All that said, how are we faring? Well, that depends on where you are but in NZ the government has implemented some key measures that undoubtedly have helped to sustain the construction and property industry here.

The wage subsidy obviously helps. The Reserve Bank mandated low interest rates (2.5% ish is not uncommon) has had a huge impact on the housing market.

Returning Kiwis (safe haven) are buoying house sales, the loss of jobs sadly buoys the investment property market and quantitative easing, oils the wheels of loss of tax revenue.

In typical Keynsian economics’ fashion, the government is seeking to spend its way around any possible recession, it being too early to tell if that will work but it does generate jobs and stimulate the economy.

Despite the government advice that LVRs will be lowered, that is not a reality that has materialised and frankly if it wasn’t for private equity and finance, property development would be a dinosaur. Stress testing loan applications at around 300% of the actual lending rate is ludicrous and banks have become as risk averse an F1 driver racing blind!

As part of the property investment and development fraternity (or sorority) here, it is clear we’ve come out of Covid relatively unscathed. Hospitality and tourism not so much and there is no doubt, those early, decisive measures, have helped.

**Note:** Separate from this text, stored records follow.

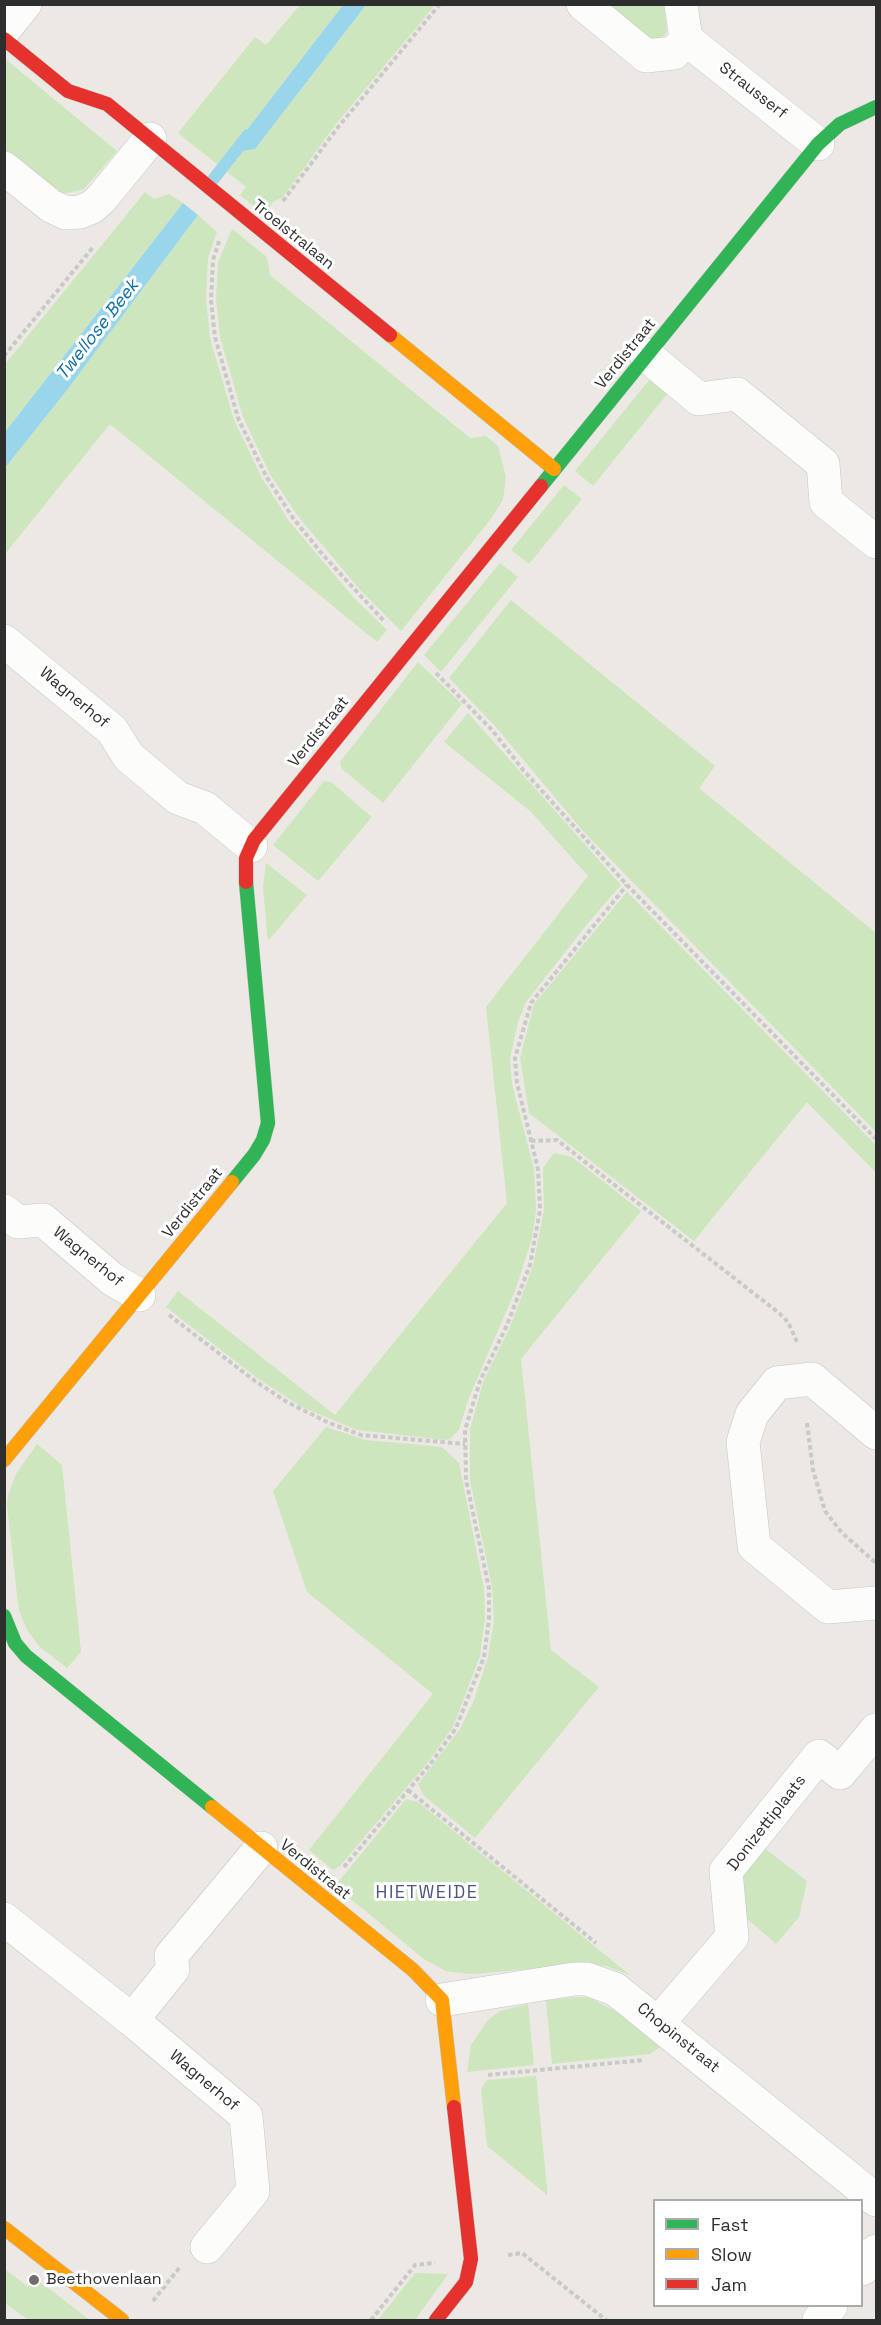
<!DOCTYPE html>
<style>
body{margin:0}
#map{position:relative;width:881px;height:2325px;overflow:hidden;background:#ece8e4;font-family:"Space Grotesk",sans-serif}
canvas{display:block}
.frame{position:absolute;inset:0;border:6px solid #2e2e2e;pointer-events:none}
.legend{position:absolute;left:653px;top:2199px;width:210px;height:108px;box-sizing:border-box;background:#fff;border:2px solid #ababab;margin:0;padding:8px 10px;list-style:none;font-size:18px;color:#2e2e2e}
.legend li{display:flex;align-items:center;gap:12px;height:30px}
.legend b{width:30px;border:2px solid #ababab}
</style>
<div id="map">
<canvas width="881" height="2325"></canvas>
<div class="frame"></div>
<ul class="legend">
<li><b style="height:8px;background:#30b455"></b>Fast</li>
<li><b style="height:8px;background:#ff9f0a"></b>Slow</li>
<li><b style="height:8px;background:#e5322d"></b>Jam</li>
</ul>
</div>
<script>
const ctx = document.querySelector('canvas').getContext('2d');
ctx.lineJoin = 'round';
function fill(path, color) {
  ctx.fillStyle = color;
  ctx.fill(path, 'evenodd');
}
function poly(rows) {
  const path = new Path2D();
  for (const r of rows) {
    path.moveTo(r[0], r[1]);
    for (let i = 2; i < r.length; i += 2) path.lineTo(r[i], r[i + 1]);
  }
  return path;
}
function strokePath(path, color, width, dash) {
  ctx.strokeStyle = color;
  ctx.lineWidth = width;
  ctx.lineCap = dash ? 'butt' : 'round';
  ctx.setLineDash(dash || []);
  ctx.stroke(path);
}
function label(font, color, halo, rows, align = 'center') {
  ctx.font = font + ' "Space Grotesk",sans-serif';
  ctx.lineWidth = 6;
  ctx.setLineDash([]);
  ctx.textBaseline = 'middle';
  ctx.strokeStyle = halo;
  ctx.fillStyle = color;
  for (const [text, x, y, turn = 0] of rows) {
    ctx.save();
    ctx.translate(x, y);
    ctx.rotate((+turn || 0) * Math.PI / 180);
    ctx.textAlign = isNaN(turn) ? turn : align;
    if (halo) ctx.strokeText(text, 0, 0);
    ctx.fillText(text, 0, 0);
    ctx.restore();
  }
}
const green = poly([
 [300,5,343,5,236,144,255,149,366,5,435,5,336,124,282,198,274,201,264,214,240,195,246,187,178,133,255,37,266,45],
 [606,5,664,5,667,32,661,39,651,40],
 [4,58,117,151,84,189,67,193,58,192,5,151],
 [145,192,154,199,169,194,183,203,5,432,5,364],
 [198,215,217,232,208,258,206,300,210,338,234,420,262,478,289,521,353,597,387,630,377,642,110,424,5,554,5,468,67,390],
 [232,229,267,257,270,275,470,438,486,436,498,446,506,477,503,500,490,520,401,631,361,591,297,515,270,474,243,417,220,337,216,300,218,262],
 [650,379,668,393,593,486,575,471],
 [564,485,582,499,529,564,511,550],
 [500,563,518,577,441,672,424,655],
 [511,600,715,766,699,788,876,933,876,1132,583,831,495,726,449,678],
 [418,662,462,704,383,803,342,769,340,762],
 [468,713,621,885,588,923,526,1002,518,1022,510,1058,512,1084,534,1169,536,1210,532,1238,515,1291,468,1400,459,1430,450,1439,445,1440,357,1430,302,1407,257,1378,166,1307,178,1291,335,1415,507,1203,486,1007,588,876,530,811,444,742],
 [324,781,331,782,372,817,318,881,273,845],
 [266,863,307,895,268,941,263,888],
 [627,892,876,1145,876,1173,807,1102,694,1241,529,1113,520,1058,534,1004],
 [554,1153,572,1157,641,1211,521,1359,551,1650,599,1687,475,1838,423,1795,418,1784,460,1729,474,1700,488,1657,494,1620,492,1587,470,1480,470,1430,483,1382,510,1327,533,1266,544,1210,543,1168],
 [326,1427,366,1440,442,1447,459,1463,484,1589,485,1618,480,1656,453,1727,428,1762,340,1866,333,1870,309,1850,433,1694,307,1592,273,1491],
 [37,1444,62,1465,81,1652,67,1668,40,1647,27,1630,19,1611,17,1595,7,1505,8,1495,16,1474],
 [406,1799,418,1802,631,1976,607,1966,585,1964,474,1974,459,1973,446,1971,425,1960,335,1886],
 [763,1847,807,1881,799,1917,776,1944,744,1916,741,1874],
 [578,1997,590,1998,619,2013,660,2047,650,2054,552,2064,546,2000],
 [528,2004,534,2065,467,2072,471,2045,487,2021,500,2011],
 [536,2076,547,2188,547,2195,487,2146,481,2089,487,2080],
 [5,2269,28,2287,35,2278,90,2320,28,2320,5,2303],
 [415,2273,448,2274,415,2320,378,2320]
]);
const water = poly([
 [343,5,366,5,255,149,242,151,236,144],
 [183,203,198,215,67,390,5,468,5,432]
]);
const stream = poly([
 [212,181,248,135]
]);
const path = poly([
 [283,201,339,126,440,4],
 [219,241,213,260,211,300,215,337,238,418,266,476,293,518,323,555,384,621],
 [4,356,94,246],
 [436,673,492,730,524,771,627,885,876,1139],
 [531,1141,557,1140,779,1313,788,1322,798,1344],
 [169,1315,255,1381,287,1402,329,1423,361,1435,465,1444],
 [807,1423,813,1470,825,1511,842,1533,876,1563],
 [408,1790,596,1943],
 [344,1867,431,1763,456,1728,484,1657,489,1619,489,1588,466,1480,465,1430,480,1381,507,1325,530,1265,540,1210,538,1169,517,1083,515,1058,531,1003,627,885],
 [488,2075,644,2060],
 [508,2255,522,2253,606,2320],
 [153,2301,180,2267],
 [371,2320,415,2265,435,2263]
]);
const street = poly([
 [583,4,646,56,674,53,686,39],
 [681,4,686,39,818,144],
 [4,30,25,4],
 [4,168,51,206,66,213,80,212,92,207,101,199,150,139],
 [646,355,699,399,737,394,823,464,826,502,876,542],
 [4,641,112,730,129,757,178,798,205,808,251,846],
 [4,1211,18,1222,43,1220,112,1279,139,1295],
 [876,1433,812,1379,777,1383,752,1414,743,1442,754,1546,828,1607,876,1603],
 [4,1919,132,2020,246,2116,253,2191,207,2247],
 [442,2000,574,1979,587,1979,615,1989,876,2200],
 [132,2020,173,1969,171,1956,261,1848],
 [659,2022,732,1937,726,1871,819,1756,840,1773,876,1730],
 [862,2269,876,2251],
 [819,2320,831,2306]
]);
const fast = poly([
 [541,486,818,144,840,124,876,107],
 [232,1182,254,1155,263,1140,268,1123,246,882],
 [4,1616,15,1643,26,1656,212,1807]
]);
const slow = poly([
 [390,335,554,469],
 [4,1460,232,1182],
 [212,1807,413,1970,442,2000,454,2107],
 [4,2228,122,2320]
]);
const jam = poly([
 [4,39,68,91,107,104,390,335],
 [246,882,246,858,254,840,541,486],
 [436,2320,466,2282,471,2259,454,2107]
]);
const markers = [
 [34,2280,6,"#706f6e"]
];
const streetNames = [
 ["Strausserf",753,91,38],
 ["Troelstralaan",293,235,39],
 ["Verdistraat",626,354,-51],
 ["Wagnerhof",74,698,40],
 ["Verdistraat",319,732,-51],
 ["Verdistraat",193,1203,-51],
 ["Wagnerhof",88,1257,39],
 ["Donizettiplaats",767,1823,-52],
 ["Verdistraat",315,1870,39],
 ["Chopinstraat",678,2038,39],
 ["Wagnerhof",204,2081,40]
];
const poiNames = [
 ["Beethovenlaan",46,2280]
];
const waterNames = [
 ["Twellose Beek",98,330,-52]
];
const neighbourhoodNames = [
 ["HIETWEIDE",427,1893]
];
fill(green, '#cee6be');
fill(water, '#99d6ec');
strokePath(stream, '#99d6ec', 12);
strokePath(street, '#c5c4c5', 34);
strokePath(fast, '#c5c4c5', 15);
strokePath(slow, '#c5c4c5', 15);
strokePath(jam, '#c5c4c5', 15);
strokePath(path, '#c9c9c8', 4, [4.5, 3]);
strokePath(street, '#fcfcfb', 33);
strokePath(fast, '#30b455', 14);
strokePath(slow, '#ff9f0a', 14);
strokePath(jam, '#e5322d', 14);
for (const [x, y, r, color] of markers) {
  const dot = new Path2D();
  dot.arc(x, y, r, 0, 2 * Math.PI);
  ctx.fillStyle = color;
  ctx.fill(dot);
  strokePath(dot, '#fff', 2);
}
label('16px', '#2e2e2e', '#fff', streetNames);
label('16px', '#2e2e2e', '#fff', poiNames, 'left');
label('italic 18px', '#0d6fa3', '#fff', waterNames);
ctx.letterSpacing = '1.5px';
label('18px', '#4d5680', '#fff', neighbourhoodNames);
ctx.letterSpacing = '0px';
</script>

How we fare in the future, well that remains to be seen. Who knows. . .   it’s a bit like trying to insure for an earthquake!

By Joe Colgan

Joe is a property developer currently active in the Auckland and Christchurch markets with extensive experience in townhouse and apartment developments.

He has a background in project management having worked on large scale developments in Abu Dhabi and Dubai (>$6Bn) coupled with heavy civil engineering experience on infrastructure, road and railway work in NZ, the UK and Saudi Arabia.  

He is a member of the Institution of Civil Engineers, a project management professional (PMP) and a post graduate diploma in engineering management.

He further has a post graduate diploma in construction law and contract and has significant ‘claims’ experience, providing legal training on contract law, the NEC form of contract and undertaken expert witness work on construction disputes and tenancy disputes.

Despite the disappointment he has heartily congratulated colleagues on Liverpool’s capture of the Premiership which is no mean feat for a Manchester United supporter.